* **AVAILABLE DATA**:
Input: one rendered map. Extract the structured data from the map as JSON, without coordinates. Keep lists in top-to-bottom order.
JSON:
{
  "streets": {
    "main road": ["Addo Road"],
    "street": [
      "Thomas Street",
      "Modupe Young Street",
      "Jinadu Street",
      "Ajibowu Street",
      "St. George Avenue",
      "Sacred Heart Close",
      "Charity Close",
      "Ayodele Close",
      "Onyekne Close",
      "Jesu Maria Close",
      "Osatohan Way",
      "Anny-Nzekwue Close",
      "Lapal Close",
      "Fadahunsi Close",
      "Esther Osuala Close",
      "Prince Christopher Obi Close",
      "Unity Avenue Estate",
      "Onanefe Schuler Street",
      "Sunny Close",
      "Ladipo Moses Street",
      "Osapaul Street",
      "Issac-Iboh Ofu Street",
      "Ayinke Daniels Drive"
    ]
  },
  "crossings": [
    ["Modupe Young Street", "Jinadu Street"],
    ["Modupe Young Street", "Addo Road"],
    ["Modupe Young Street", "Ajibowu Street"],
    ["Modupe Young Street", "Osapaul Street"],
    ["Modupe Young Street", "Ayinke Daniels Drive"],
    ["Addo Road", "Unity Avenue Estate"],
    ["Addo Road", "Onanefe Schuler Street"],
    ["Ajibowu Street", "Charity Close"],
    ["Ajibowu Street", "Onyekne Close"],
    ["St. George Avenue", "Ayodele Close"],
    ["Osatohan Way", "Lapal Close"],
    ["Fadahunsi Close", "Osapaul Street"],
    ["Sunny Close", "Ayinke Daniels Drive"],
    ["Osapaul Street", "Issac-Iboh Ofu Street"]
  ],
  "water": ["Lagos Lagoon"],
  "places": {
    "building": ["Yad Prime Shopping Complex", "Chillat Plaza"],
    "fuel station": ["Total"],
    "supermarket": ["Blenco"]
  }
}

* **TASK GOAL**: Each record above, from first to last, should be written out again exactly.

* **SOLVED PROBLEM**:
Input: one rendered map. Extract the structured data from the map as JSON, without coordinates. Keep lists in top-to-bottom order.
JSON:
{
  "streets": {
    "main road": ["Addo Road"],
    "street": [
      "Thomas Street",
      "Modupe Young Street",
      "Jinadu Street",
      "Ajibowu Street",
      "St. George Avenue",
      "Sacred Heart Close",
      "Charity Close",
      "Ayodele Close",
      "Onyekne Close",
      "Jesu Maria Close",
      "Osatohan Way",
      "Anny-Nzekwue Close",
      "Lapal Close",
      "Fadahunsi Close",
      "Esther Osuala Close",
      "Prince Christopher Obi Close",
      "Unity Avenue Estate",
      "Onanefe Schuler Street",
      "Sunny Close",
      "Ladipo Moses Street",
      "Osapaul Street",
      "Issac-Iboh Ofu Street",
      "Ayinke Daniels Drive"
    ]
  },
  "crossings": [
    ["Modupe Young Street", "Jinadu Street"],
    ["Modupe Young Street", "Addo Road"],
    ["Modupe Young Street", "Ajibowu Street"],
    ["Modupe Young Street", "Osapaul Street"],
    ["Modupe Young Street", "Ayinke Daniels Drive"],
    ["Addo Road", "Unity Avenue Estate"],
    ["Addo Road", "Onanefe Schuler Street"],
    ["Ajibowu Street", "Charity Close"],
    ["Ajibowu Street", "Onyekne Close"],
    ["St. George Avenue", "Ayodele Close"],
    ["Osatohan Way", "Lapal Close"],
    ["Fadahunsi Close", "Osapaul Street"],
    ["Sunny Close", "Ayinke Daniels Drive"],
    ["Osapaul Street", "Issac-Iboh Ofu Street"]
  ],
  "water": ["Lagos Lagoon"],
  "places": {
    "building": ["Yad Prime Shopping Complex", "Chillat Plaza"],
    "fuel station": ["Total"],
    "supermarket": ["Blenco"]
  }
}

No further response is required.